SSD uses significantly less power and generally fits into a smaller form factor for the same amount of storage, but currently the cost per TB for SSD is much greater than the cost per TB for a traditional rotating drive. If things keep going the way they are then SSD does have the potential to replace traditional HDDs in server farms, but they aren’t where they need to be cost-wise for that to happen yet.
Reliability and longevity are also about roughly equal for both types of drives, so there’s no big incentive there either.
The advantages of 2.5" drives are they use less power, you can spin them faster so performance is better per drive, and you can fit more of them in a rack so the array performance is better (more drives = more sequential reads or writes = more performance.)
The primary advantage of 3.5" drives is that they are cheap per GB, but offer way better performance than tape.
It’s interesting to hear that. IMHO, SSDs’ long-term reliability would be mostly related to cell wear-out, but HDs’, mechanical bearing wear and surface integrity. The former is pretty new tech, the latter, quite mature.
On a related subject…Anyone care to contrast SAS drives with SATA? I recently ordered, by mistake, some SAS drives when I wanted SATA. The different connector gave me a clue, but the drives looked identical and were the same price. Why use SAS over SATA? Which do server farms use (until SSD gets cheaper, of course)?
20 TB is new, but 14 TB came out in 2017.
Never had a SCSI HD, but in the olden days, if you wanted a CD burner it was SCSI or nothing. (I also had a SCSI flatbed scanner.)
I’ve held in my own hands SAS SSDs, so there is more to SCSI vs ATA than just Winchester drive vs flash drive. (What, though? Supposedly SCSI drives still (theoretically) offer higher speed + features.)
Datacenters typically uses SAS because all of the hardware evolved from SCSI systems, which was the standard bus protocol back in the day. The other bits in the arrays like controllers are designed to use SCSI commands so it was easier to use SAS.
SATA had the speed to compete with SAS, but no one bothered to go to the extra expense of switching to it since there wasn’t really a benefit. SAS now has a speed advantage with 12GBit/sec, but few systems target that speed. People who wanted that performance aren’t on SAS any longer.

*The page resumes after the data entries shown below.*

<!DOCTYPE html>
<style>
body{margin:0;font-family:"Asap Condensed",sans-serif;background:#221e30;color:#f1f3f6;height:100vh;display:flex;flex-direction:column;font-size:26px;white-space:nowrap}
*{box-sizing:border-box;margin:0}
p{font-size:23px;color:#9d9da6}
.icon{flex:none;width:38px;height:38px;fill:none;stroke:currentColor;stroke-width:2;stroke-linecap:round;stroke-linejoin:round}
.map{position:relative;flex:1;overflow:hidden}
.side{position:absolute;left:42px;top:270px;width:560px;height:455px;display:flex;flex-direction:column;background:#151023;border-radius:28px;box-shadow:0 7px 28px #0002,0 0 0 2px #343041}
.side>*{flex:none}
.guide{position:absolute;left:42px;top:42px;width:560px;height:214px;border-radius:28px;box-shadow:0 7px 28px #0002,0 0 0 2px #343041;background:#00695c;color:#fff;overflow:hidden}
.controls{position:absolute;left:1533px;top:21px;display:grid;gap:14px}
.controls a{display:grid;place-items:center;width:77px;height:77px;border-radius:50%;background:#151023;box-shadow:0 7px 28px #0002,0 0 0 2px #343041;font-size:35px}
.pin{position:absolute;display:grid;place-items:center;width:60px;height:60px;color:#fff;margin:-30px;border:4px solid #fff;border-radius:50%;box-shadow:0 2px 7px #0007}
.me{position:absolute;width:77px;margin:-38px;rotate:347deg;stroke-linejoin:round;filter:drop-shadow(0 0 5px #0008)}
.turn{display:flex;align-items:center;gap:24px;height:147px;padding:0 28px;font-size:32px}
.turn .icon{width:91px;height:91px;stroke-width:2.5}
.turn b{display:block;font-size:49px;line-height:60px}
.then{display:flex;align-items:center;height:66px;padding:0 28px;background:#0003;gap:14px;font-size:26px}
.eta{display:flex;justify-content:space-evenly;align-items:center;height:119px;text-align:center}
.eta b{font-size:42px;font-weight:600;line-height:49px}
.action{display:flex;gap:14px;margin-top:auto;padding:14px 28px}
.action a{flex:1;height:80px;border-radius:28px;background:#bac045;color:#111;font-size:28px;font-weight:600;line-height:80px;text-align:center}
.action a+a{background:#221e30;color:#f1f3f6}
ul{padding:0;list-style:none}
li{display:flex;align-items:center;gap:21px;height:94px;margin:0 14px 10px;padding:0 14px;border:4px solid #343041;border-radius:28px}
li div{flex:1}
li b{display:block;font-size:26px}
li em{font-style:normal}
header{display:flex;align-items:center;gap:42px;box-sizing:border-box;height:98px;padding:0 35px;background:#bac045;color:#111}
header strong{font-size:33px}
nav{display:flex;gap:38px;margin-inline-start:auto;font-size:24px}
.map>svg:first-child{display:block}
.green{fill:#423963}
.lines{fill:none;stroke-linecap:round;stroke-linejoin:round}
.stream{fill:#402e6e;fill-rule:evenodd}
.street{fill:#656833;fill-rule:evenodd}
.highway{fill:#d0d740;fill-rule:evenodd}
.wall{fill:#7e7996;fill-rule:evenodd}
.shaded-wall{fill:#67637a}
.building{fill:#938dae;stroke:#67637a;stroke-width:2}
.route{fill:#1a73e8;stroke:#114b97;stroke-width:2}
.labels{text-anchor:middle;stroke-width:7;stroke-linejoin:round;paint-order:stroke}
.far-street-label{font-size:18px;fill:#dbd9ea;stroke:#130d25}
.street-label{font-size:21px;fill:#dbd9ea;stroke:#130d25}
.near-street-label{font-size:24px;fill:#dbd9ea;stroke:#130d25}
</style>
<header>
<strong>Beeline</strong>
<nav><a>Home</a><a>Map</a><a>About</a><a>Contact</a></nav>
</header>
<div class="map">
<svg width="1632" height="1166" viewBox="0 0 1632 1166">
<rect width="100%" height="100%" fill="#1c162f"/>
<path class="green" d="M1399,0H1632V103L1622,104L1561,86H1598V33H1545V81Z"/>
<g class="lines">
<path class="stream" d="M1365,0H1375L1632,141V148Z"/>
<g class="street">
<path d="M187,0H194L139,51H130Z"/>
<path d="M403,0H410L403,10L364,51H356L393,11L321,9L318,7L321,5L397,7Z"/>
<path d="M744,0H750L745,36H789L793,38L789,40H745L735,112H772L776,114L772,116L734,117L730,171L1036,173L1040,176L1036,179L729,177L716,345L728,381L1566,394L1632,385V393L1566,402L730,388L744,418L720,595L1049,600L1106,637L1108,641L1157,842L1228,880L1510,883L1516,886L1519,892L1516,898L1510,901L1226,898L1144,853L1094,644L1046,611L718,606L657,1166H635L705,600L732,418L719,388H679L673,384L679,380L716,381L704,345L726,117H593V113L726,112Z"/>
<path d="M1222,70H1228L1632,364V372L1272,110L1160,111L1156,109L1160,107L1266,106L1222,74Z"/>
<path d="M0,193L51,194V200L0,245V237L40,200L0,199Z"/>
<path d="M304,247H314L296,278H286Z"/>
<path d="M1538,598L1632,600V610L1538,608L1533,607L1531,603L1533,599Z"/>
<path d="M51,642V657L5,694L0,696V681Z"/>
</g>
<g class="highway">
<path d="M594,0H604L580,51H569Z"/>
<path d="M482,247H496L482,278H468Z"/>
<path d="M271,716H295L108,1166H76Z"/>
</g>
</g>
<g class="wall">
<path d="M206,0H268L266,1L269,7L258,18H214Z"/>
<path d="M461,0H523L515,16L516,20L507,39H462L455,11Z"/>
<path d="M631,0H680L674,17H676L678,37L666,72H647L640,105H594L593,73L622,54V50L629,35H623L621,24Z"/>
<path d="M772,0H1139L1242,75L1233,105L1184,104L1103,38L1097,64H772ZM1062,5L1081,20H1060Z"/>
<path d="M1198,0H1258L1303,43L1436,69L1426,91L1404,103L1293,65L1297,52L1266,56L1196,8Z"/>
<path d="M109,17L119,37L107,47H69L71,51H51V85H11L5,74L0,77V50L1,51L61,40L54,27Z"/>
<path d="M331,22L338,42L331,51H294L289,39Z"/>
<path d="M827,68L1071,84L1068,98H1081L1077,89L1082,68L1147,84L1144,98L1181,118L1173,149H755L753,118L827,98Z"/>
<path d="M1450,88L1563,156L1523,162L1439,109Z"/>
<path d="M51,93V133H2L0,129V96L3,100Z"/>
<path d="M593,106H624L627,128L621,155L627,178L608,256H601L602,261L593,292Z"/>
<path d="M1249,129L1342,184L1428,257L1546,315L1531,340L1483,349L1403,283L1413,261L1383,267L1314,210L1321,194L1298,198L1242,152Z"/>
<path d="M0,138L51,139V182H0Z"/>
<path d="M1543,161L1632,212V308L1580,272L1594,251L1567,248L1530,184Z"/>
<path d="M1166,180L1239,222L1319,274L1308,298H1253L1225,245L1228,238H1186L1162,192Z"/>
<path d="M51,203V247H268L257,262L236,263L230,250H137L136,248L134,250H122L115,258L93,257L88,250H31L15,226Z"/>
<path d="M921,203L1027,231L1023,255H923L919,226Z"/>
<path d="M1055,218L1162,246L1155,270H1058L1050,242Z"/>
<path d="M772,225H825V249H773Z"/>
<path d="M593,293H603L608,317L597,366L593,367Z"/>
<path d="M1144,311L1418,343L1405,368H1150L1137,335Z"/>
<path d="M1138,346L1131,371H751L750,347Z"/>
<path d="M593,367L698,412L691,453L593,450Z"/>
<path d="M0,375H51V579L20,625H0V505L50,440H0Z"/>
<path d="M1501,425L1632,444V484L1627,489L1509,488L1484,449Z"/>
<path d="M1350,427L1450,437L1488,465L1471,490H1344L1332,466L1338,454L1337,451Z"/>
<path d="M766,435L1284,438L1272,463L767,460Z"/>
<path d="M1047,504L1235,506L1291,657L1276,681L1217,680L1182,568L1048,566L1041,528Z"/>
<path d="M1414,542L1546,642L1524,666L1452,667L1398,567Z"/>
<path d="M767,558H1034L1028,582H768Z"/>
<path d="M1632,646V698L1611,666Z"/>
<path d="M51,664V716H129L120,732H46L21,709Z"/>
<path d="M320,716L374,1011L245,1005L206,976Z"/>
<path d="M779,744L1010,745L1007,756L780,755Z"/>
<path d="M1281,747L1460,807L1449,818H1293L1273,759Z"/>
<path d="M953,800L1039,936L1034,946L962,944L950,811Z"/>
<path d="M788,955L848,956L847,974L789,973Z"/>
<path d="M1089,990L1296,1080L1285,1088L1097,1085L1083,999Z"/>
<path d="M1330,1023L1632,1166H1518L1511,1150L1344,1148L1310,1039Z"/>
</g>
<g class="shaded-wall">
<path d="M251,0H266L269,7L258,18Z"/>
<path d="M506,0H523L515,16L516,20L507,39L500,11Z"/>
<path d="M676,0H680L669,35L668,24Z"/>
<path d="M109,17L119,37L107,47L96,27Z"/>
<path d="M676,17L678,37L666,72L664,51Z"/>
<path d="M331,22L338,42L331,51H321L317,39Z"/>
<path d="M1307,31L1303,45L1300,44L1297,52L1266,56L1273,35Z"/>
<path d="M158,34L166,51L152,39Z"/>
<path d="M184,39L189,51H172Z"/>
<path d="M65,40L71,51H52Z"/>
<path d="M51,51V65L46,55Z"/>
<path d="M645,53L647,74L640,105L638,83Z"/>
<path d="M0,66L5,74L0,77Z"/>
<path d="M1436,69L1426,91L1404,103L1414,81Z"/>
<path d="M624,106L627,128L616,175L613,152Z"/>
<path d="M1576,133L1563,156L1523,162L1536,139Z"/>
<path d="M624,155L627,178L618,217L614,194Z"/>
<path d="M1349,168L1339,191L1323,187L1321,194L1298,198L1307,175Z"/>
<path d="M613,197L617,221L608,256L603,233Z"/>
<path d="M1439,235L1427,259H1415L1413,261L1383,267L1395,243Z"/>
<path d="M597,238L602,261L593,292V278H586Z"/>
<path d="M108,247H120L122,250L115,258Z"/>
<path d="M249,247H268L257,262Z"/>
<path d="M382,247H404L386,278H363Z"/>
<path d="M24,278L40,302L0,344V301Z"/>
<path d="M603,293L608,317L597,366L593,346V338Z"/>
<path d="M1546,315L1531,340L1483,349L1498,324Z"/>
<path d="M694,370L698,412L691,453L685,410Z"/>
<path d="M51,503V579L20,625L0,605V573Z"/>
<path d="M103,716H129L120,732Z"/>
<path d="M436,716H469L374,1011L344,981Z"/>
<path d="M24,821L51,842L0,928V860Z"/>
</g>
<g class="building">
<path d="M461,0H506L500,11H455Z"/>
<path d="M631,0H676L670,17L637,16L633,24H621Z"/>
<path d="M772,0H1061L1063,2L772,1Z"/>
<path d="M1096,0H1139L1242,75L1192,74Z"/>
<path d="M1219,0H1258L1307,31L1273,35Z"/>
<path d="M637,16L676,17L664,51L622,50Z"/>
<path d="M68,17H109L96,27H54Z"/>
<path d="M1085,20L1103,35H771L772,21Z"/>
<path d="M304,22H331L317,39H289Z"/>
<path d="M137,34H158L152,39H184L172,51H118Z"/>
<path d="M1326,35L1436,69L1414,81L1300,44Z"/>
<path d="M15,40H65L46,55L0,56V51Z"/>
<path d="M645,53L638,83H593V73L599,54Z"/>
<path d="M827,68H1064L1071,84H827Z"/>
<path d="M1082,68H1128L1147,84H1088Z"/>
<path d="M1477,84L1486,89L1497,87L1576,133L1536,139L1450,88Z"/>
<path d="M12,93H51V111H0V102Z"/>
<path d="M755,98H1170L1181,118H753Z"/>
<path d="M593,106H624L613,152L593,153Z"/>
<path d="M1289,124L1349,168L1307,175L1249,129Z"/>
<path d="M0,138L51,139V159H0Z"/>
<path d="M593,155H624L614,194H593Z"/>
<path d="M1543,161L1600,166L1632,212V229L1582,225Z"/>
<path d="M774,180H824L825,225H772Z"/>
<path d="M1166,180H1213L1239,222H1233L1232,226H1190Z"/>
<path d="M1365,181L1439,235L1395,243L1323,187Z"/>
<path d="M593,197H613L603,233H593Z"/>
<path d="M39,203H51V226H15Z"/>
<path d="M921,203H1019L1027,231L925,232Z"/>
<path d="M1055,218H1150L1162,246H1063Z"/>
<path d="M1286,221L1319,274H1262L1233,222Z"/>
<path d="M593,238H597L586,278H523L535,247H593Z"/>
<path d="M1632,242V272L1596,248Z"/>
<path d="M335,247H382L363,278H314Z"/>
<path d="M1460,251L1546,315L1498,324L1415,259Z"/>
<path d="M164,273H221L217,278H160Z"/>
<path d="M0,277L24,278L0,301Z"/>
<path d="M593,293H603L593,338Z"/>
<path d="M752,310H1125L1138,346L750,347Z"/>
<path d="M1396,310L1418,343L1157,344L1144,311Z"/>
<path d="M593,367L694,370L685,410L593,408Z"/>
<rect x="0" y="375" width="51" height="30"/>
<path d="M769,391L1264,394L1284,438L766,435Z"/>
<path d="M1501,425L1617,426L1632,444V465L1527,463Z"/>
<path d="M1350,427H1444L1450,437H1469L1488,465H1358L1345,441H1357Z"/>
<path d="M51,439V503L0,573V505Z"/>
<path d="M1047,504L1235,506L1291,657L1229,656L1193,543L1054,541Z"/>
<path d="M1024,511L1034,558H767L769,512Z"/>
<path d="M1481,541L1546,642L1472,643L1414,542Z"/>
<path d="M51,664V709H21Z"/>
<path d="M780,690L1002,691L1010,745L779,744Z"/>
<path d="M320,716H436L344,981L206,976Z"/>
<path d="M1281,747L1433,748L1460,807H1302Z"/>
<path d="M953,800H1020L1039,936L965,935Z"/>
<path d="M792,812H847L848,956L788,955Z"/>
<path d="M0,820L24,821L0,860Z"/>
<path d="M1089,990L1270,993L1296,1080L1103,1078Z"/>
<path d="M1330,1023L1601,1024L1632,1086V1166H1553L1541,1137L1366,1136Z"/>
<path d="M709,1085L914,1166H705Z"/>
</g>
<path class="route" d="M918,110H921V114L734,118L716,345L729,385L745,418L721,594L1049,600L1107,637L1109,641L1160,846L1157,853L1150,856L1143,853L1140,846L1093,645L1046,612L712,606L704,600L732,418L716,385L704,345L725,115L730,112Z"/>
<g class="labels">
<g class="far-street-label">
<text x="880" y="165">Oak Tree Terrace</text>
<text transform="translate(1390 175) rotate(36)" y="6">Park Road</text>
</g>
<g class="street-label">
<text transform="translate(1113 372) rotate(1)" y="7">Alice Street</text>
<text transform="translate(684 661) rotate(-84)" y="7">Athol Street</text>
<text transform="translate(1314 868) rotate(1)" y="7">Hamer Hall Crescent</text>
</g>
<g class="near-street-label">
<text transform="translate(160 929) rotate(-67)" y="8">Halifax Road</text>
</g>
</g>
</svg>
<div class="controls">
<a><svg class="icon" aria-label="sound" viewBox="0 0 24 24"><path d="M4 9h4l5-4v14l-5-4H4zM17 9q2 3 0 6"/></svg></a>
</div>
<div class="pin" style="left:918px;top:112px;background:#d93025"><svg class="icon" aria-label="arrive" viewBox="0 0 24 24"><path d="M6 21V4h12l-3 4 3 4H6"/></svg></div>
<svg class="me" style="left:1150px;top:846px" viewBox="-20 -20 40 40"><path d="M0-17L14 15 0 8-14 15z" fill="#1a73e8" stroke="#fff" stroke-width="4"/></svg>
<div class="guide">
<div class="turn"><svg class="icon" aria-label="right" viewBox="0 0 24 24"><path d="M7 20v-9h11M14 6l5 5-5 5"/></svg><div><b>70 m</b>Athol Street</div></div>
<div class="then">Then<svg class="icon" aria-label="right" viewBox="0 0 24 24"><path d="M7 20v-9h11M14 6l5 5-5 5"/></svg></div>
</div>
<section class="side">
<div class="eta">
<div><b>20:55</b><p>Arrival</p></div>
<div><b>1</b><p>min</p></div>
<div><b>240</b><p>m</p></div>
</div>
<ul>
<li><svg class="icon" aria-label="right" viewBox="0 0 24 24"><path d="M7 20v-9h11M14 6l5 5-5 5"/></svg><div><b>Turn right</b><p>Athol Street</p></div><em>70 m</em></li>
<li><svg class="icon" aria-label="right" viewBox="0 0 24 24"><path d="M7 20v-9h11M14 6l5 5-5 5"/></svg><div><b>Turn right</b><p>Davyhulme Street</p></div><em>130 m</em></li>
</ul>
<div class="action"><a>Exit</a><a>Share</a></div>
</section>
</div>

The real competitor to SAS is Fibre Channel. FC is faster than SAS and also SCSI compatible. SAS endures though since it’s cheaper and good enough.
I heard a comment recently (Xmas-time) from someone who works with a big server storage farm (connected to a supercomputer center) that at this point, he preferred the rotating disk drives, because that technology was more mature, and the monitoring software would give warnings before the rotating disk failed, so that they could replace it before complete failure. Whereas the SSD drives mostly just failed without warning, and that caused more difficulty (despite drive mirroring & similar protective measures).
An interesting perspective that I hadn’t considered before.
Unlike Backblaze, Amazon does not often talk about their storage systems. AFAIK, it is possible that Amazon is still using tape for cold storage, as they were 5 years ago.
Just to clarify it’s not SCSI vs SSD. The three main protocols today are SAS, SATA, and NVMe. Hard drives - 2.5” or 3.5” - use one of the first two. SSD can use any one of them. SAS and SATA use the same physical connector but SATA only controllers can only use SATA drives, SAS controllers can use both. SSDs also come in M.2 interfaces.
The big advantage to SAS is that they can connect to two interfaces at once via a single connector. This allows for redundant controllers to give you highly available access to the disk if a controller or cable fail, which is highly advantageous in a data centre.